(RECORDED INFORMATION)

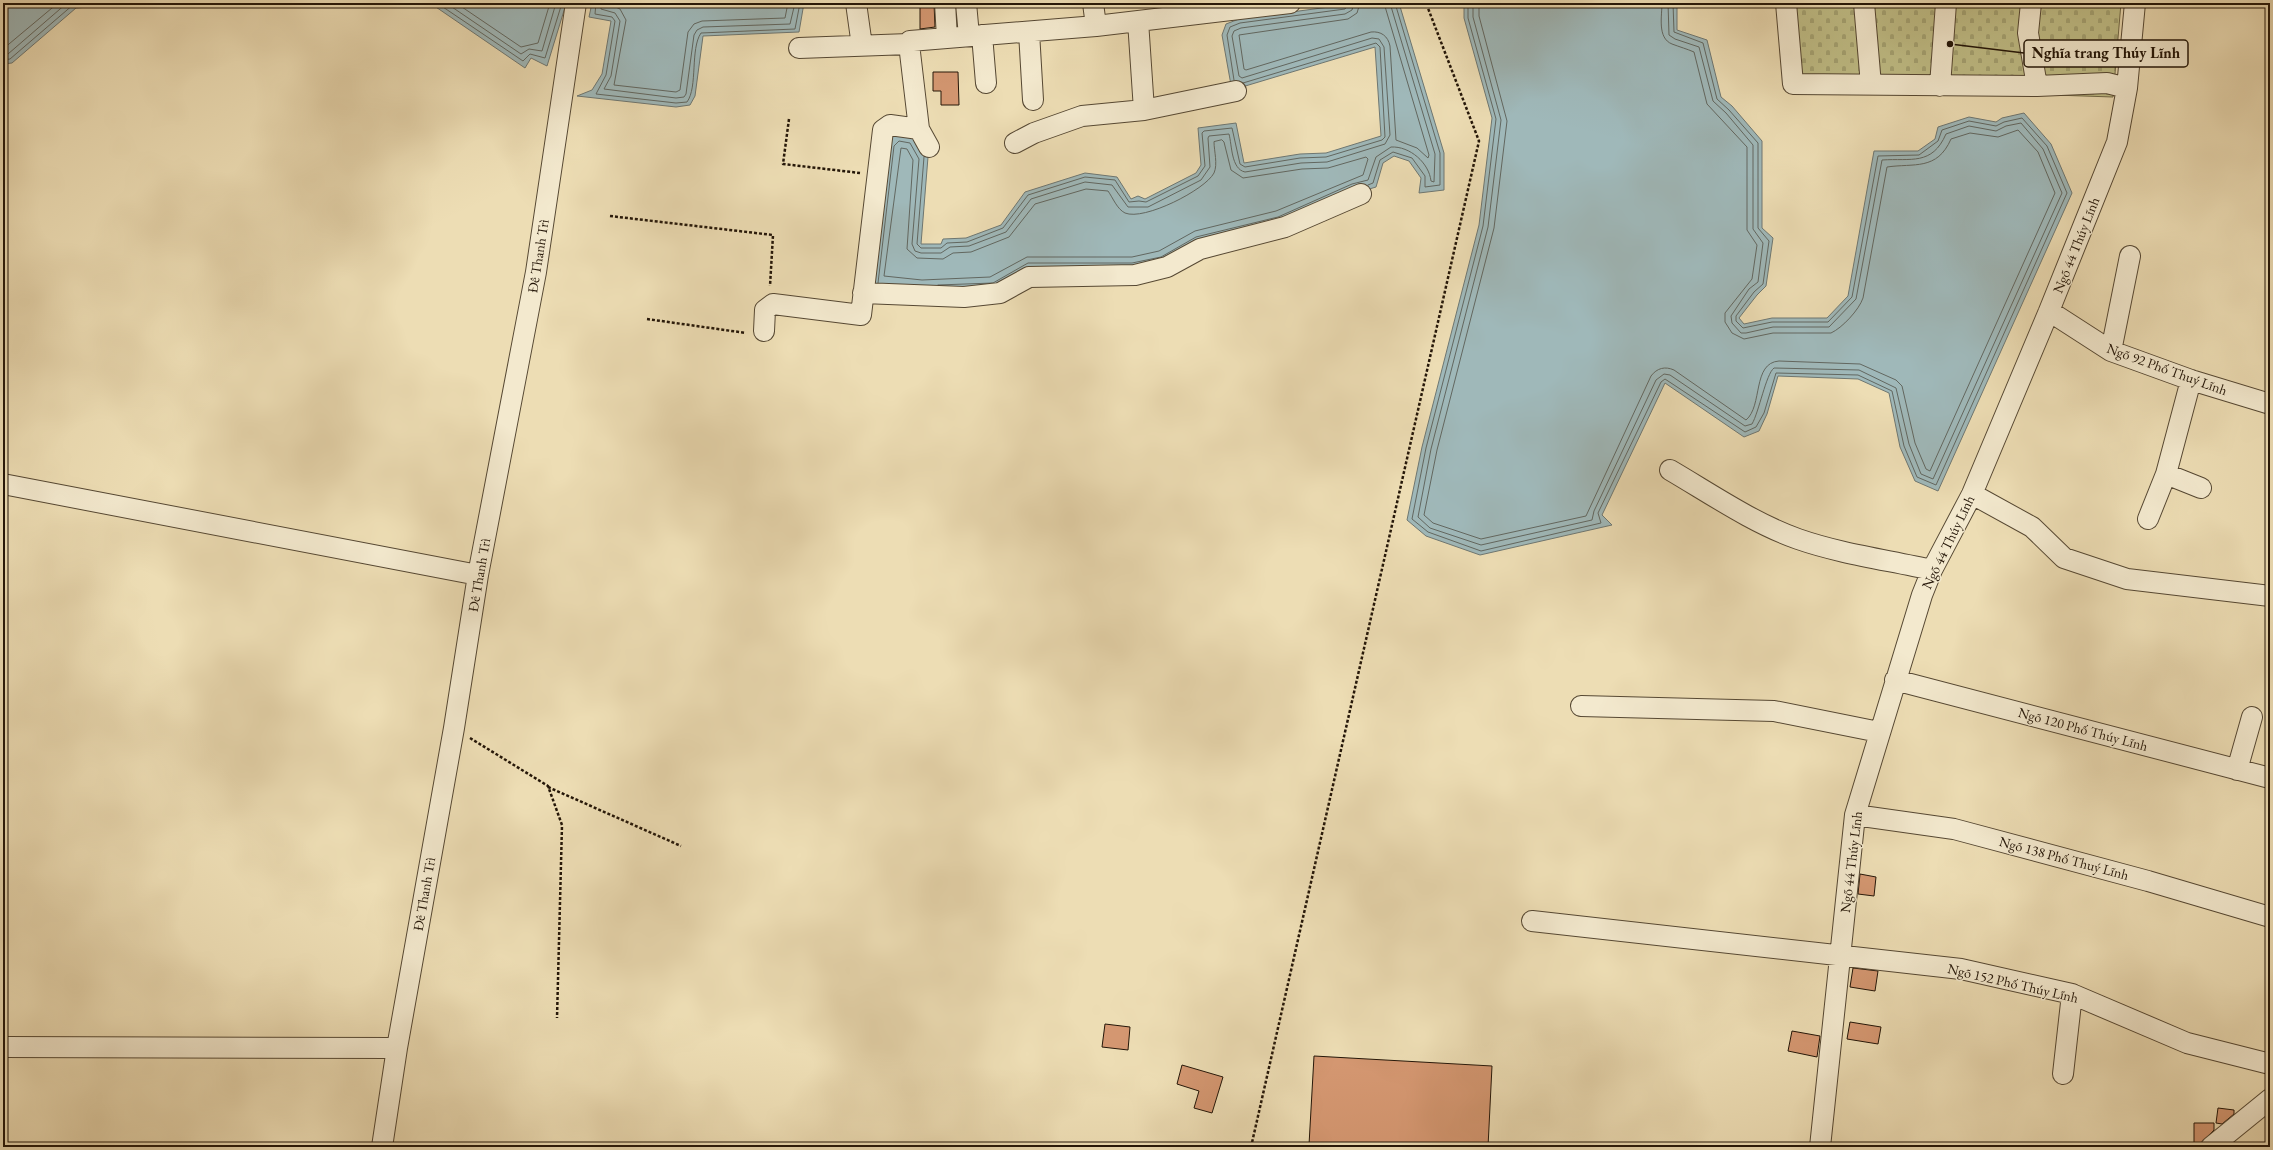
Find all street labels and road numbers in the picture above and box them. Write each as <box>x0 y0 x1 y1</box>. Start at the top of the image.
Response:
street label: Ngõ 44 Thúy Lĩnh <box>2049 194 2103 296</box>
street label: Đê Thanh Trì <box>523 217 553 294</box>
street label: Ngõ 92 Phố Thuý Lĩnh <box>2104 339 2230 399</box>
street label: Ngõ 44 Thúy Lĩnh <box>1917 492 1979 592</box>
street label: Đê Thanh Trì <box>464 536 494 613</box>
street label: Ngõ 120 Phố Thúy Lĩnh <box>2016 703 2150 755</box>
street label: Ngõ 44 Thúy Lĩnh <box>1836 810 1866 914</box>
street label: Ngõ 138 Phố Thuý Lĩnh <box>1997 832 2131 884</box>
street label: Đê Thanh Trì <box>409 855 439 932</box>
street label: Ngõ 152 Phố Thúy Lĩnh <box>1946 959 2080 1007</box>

(End RECORDED INFORMATION)

▶ WHAT IS NEEDED
Copy every record character for character. Skip the pictures.

▶ RESULT FOR THIS TASK
Find all street labels and road numbers in the picture above and box them. Write each as <box>x0 y0 x1 y1</box>. Start at the top of the image.
Response:
street label: Ngõ 44 Thúy Lĩnh <box>2049 194 2103 296</box>
street label: Đê Thanh Trì <box>523 217 553 294</box>
street label: Ngõ 92 Phố Thuý Lĩnh <box>2104 339 2230 399</box>
street label: Ngõ 44 Thúy Lĩnh <box>1917 492 1979 592</box>
street label: Đê Thanh Trì <box>464 536 494 613</box>
street label: Ngõ 120 Phố Thúy Lĩnh <box>2016 703 2150 755</box>
street label: Ngõ 44 Thúy Lĩnh <box>1836 810 1866 914</box>
street label: Ngõ 138 Phố Thuý Lĩnh <box>1997 832 2131 884</box>
street label: Đê Thanh Trì <box>409 855 439 932</box>
street label: Ngõ 152 Phố Thúy Lĩnh <box>1946 959 2080 1007</box>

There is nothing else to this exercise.